Traditionally everything is ‘small’ for afternoon tea, and these can be sliced into bite-sized portions. It’s much healthier to use whole grain bread rather than white, which is refined and stripped of most nutrients, plus brown bread seems to work much better with prawns in terms of flavour. As you’ve used plenty of lemon juice, the need for too much mayonnaise is reduced, hence this dish is pretty healthy, and, importantly, enjoyable.
Eating a rainbow diet is what we should all aim for. This means having loads of colour variety in your diet as colour equals nutrients. Wraps tend to much better tolerated by the digestive system as they are lower in gluten. There are also plenty of options for gluten-free wraps.
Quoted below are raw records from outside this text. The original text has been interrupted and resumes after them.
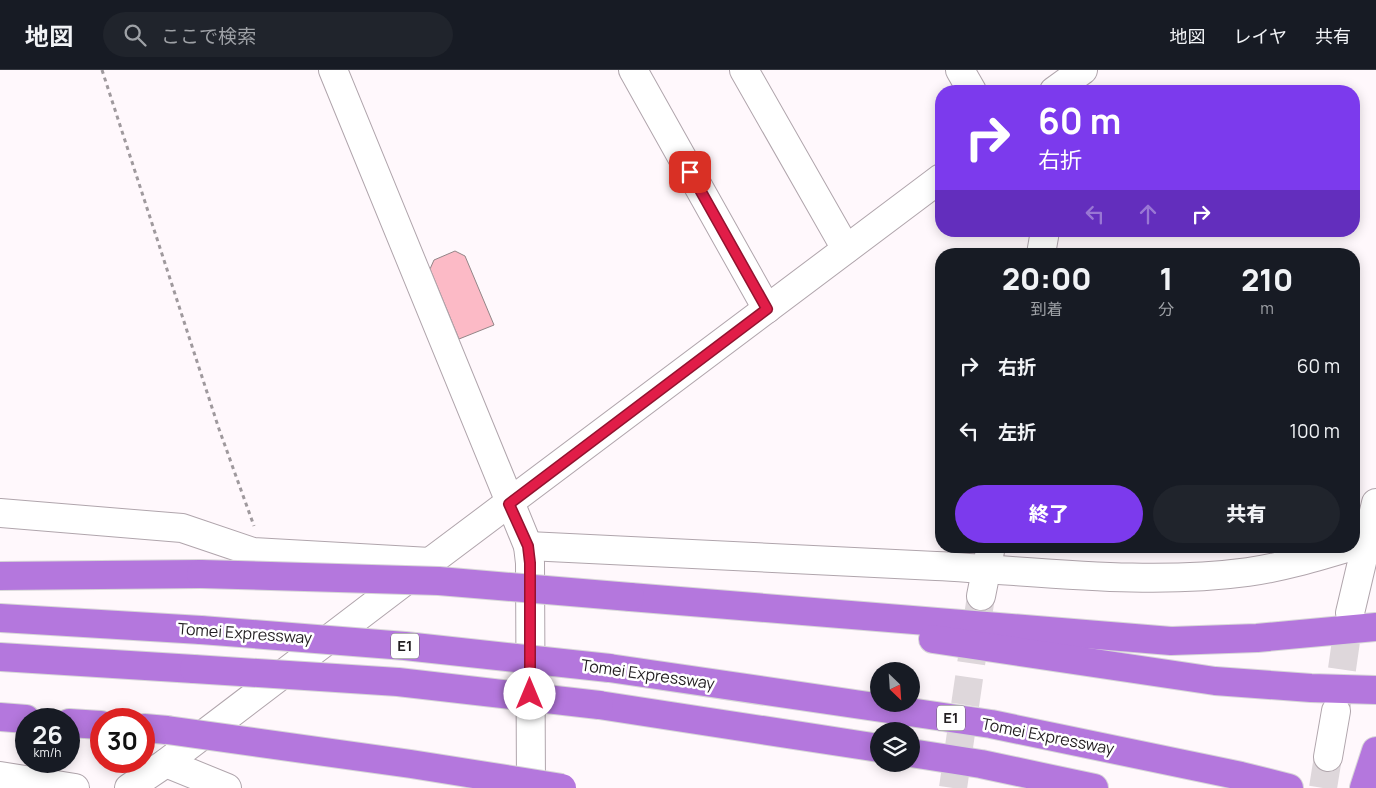 <!DOCTYPE html>
<html lang="ja">
<meta charset="utf-8">
<style>
body{margin:0;font-family:Manrope,"Noto Sans JP",sans-serif;background:#20242c;color:#f1f3f6;height:100vh;display:flex;flex-direction:column;font-size:19px;white-space:nowrap}
*{box-sizing:border-box;margin:0}
p{font-size:16px;color:#9ea1a6}
.icon{flex:none;width:28px;height:28px;fill:none;stroke:currentColor;stroke-width:2;stroke-linecap:round;stroke-linejoin:round}
.map{position:relative;flex:1;overflow:hidden}
.panel{position:absolute;left:935px;top:178px;width:425px;height:305px;display:flex;flex-direction:column;background:#171b24;border-radius:20px;box-shadow:0 2px 12px #0003}
.panel>*{flex:none}
.guide{position:absolute;left:935px;top:15px;width:425px;height:152px;border-radius:20px;box-shadow:0 2px 12px #0003;background:#7c3aed;color:#fff;overflow:hidden}
.needle{width:32px;rotate:155deg}
.buttons{position:absolute;left:870px;top:592px;display:grid;gap:10px}
.buttons a{display:grid;place-items:center;width:50px;height:50px;border-radius:50%;background:#171b24;box-shadow:0 2px 12px #0003;font-size:25px}
.speed{position:absolute;left:15px;top:638px;display:flex;gap:10px;font-size:25px;font-weight:700;text-align:center}
.speed>*{display:grid;place-content:center;width:65px;height:65px;border-radius:50%;background:#171b24;box-shadow:0 2px 12px #0003;line-height:1}
.speed small{font-size:12px;font-weight:400}
.speed .limit{border:8px solid #d22;background:#fff;color:#111}
.pin{position:absolute;display:grid;place-items:center;width:42px;height:42px;color:#fff;margin:-21px;border-radius:10px;box-shadow:0 2px 8px #0006}
.me{position:absolute;width:55px;margin:-28px;rotate:0deg;stroke-linejoin:round;filter:drop-shadow(0 0 4px #0008)}
.turn{display:flex;align-items:center;gap:18px;height:105px;padding:0 20px;font-size:22px}
.turn .icon{width:65px;height:65px;stroke-width:2.5}
.turn b{display:block;font-size:35px;line-height:42px}
.lanes{display:flex;align-items:center;height:48px;padding:0 20px;background:#0003;justify-content:center;gap:25px;direction:ltr}
.lanes .off{opacity:.35}
.eta{display:flex;justify-content:space-evenly;align-items:center;height:85px;text-align:center}
.eta b{font-size:30px;font-weight:800;line-height:35px}
.primary-button{display:flex;gap:10px;margin-top:auto;padding:10px 20px}
.primary-button a{flex:1;height:58px;border-radius:30px;background:#7c3aed;color:#fff;font-size:20px;font-weight:800;line-height:58px;text-align:center}
.primary-button a+a{background:#20242c;color:#f1f3f6}
ul{padding:0;list-style:none}
li{display:flex;align-items:center;gap:15px;height:65px;padding:0 20px}
li div{flex:1}
li b{display:block;font-size:19px}
li em{font-style:normal}
header{display:flex;align-items:center;gap:30px;box-sizing:border-box;height:70px;padding:0 25px;background:#171b24;border-bottom:1px solid #363941}
header strong{font-size:24px}
nav{display:flex;gap:28px;margin-inline-start:auto;font-size:18px}
.search{width:350px;height:45px;background:#20242c;display:flex;align-items:center;gap:12px;box-sizing:border-box;padding:0 18px;border-radius:28px;color:#9ea1a6;font-size:19px}
.map>svg:first-child{display:block}
.building{fill:#fcbac6;stroke:#928587}
.lines{fill:none;stroke-linecap:round;stroke-linejoin:round}
.minor-tunnel{stroke:#ded7db;stroke-width:28;stroke-dasharray:28 14;stroke-linecap:butt}
.minor-casing{stroke:#b0a5ac;stroke-width:30}
.highway-casing{stroke:#d7d6d7;stroke-width:30}
.path{stroke:#9f999d;stroke-width:3;stroke-dasharray:4 4;stroke-linecap:butt}
.minor{stroke:#fff;stroke-width:28}
.highway{stroke:#b477dd;stroke-width:28}
.highway-bridge-casing{stroke:#d7d6d7;stroke-width:30;stroke-linecap:butt}
.highway-bridge{stroke:#b477dd;stroke-width:28}
.route-casing{stroke:#92132f;stroke-width:12}
.route{stroke:#e11d48;stroke-width:9}
.labels{text-anchor:middle;stroke-width:5;stroke-linejoin:round;paint-order:stroke}
.shield{fill:#fff;stroke:#646264;stroke-width:1}
.shield-label{font-size:15px;font-weight:bold;fill:#221e21}
.street-label{font-size:16px;fill:#221e21;stroke:#fff}
</style>
<header>
<strong>地図</strong>
<div class="search"><svg class="icon" aria-label="search" viewBox="0 0 24 24"><circle cx="10" cy="10" r="6"/><path d="M15 15l6 6"/></svg>ここで検索</div>
<nav><a>地図</a><a>レイヤ</a><a>共有</a></nav>
</header>
<div class="map">
<svg width="1376" height="718" viewBox="0 0 1376 718">
<rect width="100%" height="100%" fill="#fff8fc"/>
<polygon class="building" points="455,181 465,186 494,255 459,269 430,199 434,190"/>
<g class="lines">
<g class="minor-tunnel">
<polyline points="1336,641 1350,543"/>
<polyline points="953,718 981,526"/>
<polyline points="1323,718 1328,687"/>
</g>
<g class="minor-casing">
<g id="minor">
<polyline points="333,0 528,476 530,493 531,718"/>
<polyline points="633,0 767,239"/>
<polyline points="744,0 846,179"/>
<polyline points="960,0 972,21"/>
<polyline points="1054,21 1083,0"/>
<polyline points="1041,184 1045,161"/>
<polyline points="0,443 182,458 253,482 430,492"/>
<path d="M528 476C664 483 800 490 936 496 1039 501 1145 516 1248 502 1284 497 1319 486 1353 476"/>
<polyline points="981,526 991,476"/>
<polyline points="1350,543 1376,433"/>
<polyline points="1328,687 1336,641"/>
<polyline points="166,693 227,718"/>
<polyline points="0,706 75,718"/>
<polyline points="129,718 166,693 430,492 941,108"/>
</g>
</g>
<g class="highway-casing">
<g id="highway">
<polyline points="0,506 201,504"/>
<polyline points="630,527 1171,571 1257,568 1376,557"/>
<polyline points="0,548 201,560"/>
<polyline points="933,569 1215,611 1311,618 1376,620"/>
<polyline points="0,587 194,599"/>
<polyline points="609,598 991,654 1241,706 1289,718"/>
<polyline points="599,635 879,678"/>
<polyline points="0,647 26,649"/>
<polyline points="69,653 101,655"/>
<polyline points="144,658 167,660"/>
<polyline points="911,683 981,694 1094,718"/>
<polyline points="1364,718 1376,681"/>
</g>
</g>
<polyline class="path" points="102,0 219,359 254,456"/>
<use href="#minor" class="minor"/>
<use href="#highway" class="highway"/>
<g class="highway-bridge-casing">
<g id="highway-bridge">
<polyline points="201,504 439,511 630,527"/>
<polyline points="201,560 405,576 609,598"/>
<polyline points="194,599 398,612 599,635"/>
<polyline points="167,660 411,694 562,718"/>
</g>
</g>
<use href="#highway-bridge" class="highway-bridge"/>
</g>
<g class="lines">
<g class="route-casing">
<polyline id="route" points="530,624 530,493 528,476 509,434 767,239 690,102"/>
</g>
<use href="#route" class="route"/>
</g>
<g class="labels">
<g class="shield">
<rect x="391" y="563.5" width="28" height="25" rx="4"/>
<rect x="937" y="635.5" width="28" height="25" rx="4"/>
</g>
<g class="shield-label">
<text x="405" y="581">E1</text>
<text x="951" y="653">E1</text>
</g>
<g class="street-label">
<text transform="translate(245 563) rotate(4)" y="6">Tomei Expressway</text>
<text transform="translate(648 604) rotate(8)" y="6">Tomei Expressway</text>
<text transform="translate(1048 666) rotate(11)" y="6">Tomei Expressway</text>
</g>
</g>
</svg>
<div class="buttons">
<a><svg class="needle" viewBox="-14 -14 28 28"><path d="M0-13l5 13h-10z" fill="#e53935"/><path d="M0 13l5-13h-10z" fill="#9ea1a6"/></svg></a>
<a><svg class="icon" aria-label="layers" viewBox="0 0 24 24"><path d="M12 4l9 5-9 5-9-5zM3 14l9 5 9-5"/></svg></a>
</div>
<div class="speed"><div>26<small>km/h</small></div><div class="limit">30</div></div>
<div class="pin" style="left:690px;top:102px;background:#d93025"><svg class="icon" aria-label="arrive" viewBox="0 0 24 24"><path d="M6 21V4h12l-3 4 3 4H6"/></svg></div>
<svg class="me" style="left:530px;top:624px" viewBox="-20 -20 40 40"><circle r="19" fill="#fff"/><path d="M0-13L10 11 0 6-10 11z" fill="#e11d48"/></svg>
<div class="guide">
<div class="turn"><svg class="icon" aria-label="right" viewBox="0 0 24 24"><path d="M7 20v-9h11M14 6l5 5-5 5"/></svg><div><b>60 m</b>右折</div></div>
<div class="lanes"><svg class="icon off" aria-label="left" viewBox="0 0 24 24"><path d="M17 20v-9H6M10 6l-5 5 5 5"/></svg><svg class="icon off" aria-label="ahead" viewBox="0 0 24 24"><path d="M12 20V5M6 11l6-6 6 6"/></svg><svg class="icon" aria-label="right" viewBox="0 0 24 24"><path d="M7 20v-9h11M14 6l5 5-5 5"/></svg></div>
</div>
<section class="panel">
<div class="eta">
<div><b>20:00</b><p>到着</p></div>
<div><b>1</b><p>分</p></div>
<div><b>210</b><p>m</p></div>
</div>
<ul>
<li><svg class="icon" aria-label="right" viewBox="0 0 24 24"><path d="M7 20v-9h11M14 6l5 5-5 5"/></svg><div><b>右折</b></div><em>60 m</em></li>
<li><svg class="icon" aria-label="left" viewBox="0 0 24 24"><path d="M17 20v-9H6M10 6l-5 5 5 5"/></svg><div><b>左折</b></div><em>100 m</em></li>
</ul>
<div class="primary-button"><a>終了</a><a>共有</a></div>
</section>
</div>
So, these rainbow wraps deliver on all fronts and can easily be sliced into small portions and arranged on your tea table. Simply shred some red cabbage and sprinkle with loads of lemon juice and leave for about 15 minutes. Meanwhile, chop some red peppers, carrot, and spring onion (if desired). Spread the wrap with hummus of your choice, add the cabbage and other vegetables, and you’ve not only added colour to the table, but you’ve ticked some boxes in terms of nutrients too. All colourful fruits and vegetables naturally provide plenty of antioxidants which help protect the body.
Afternoon tea doesn’t need to contain loads of fat and calories but can still be a healthy treat that all the family will enjoy.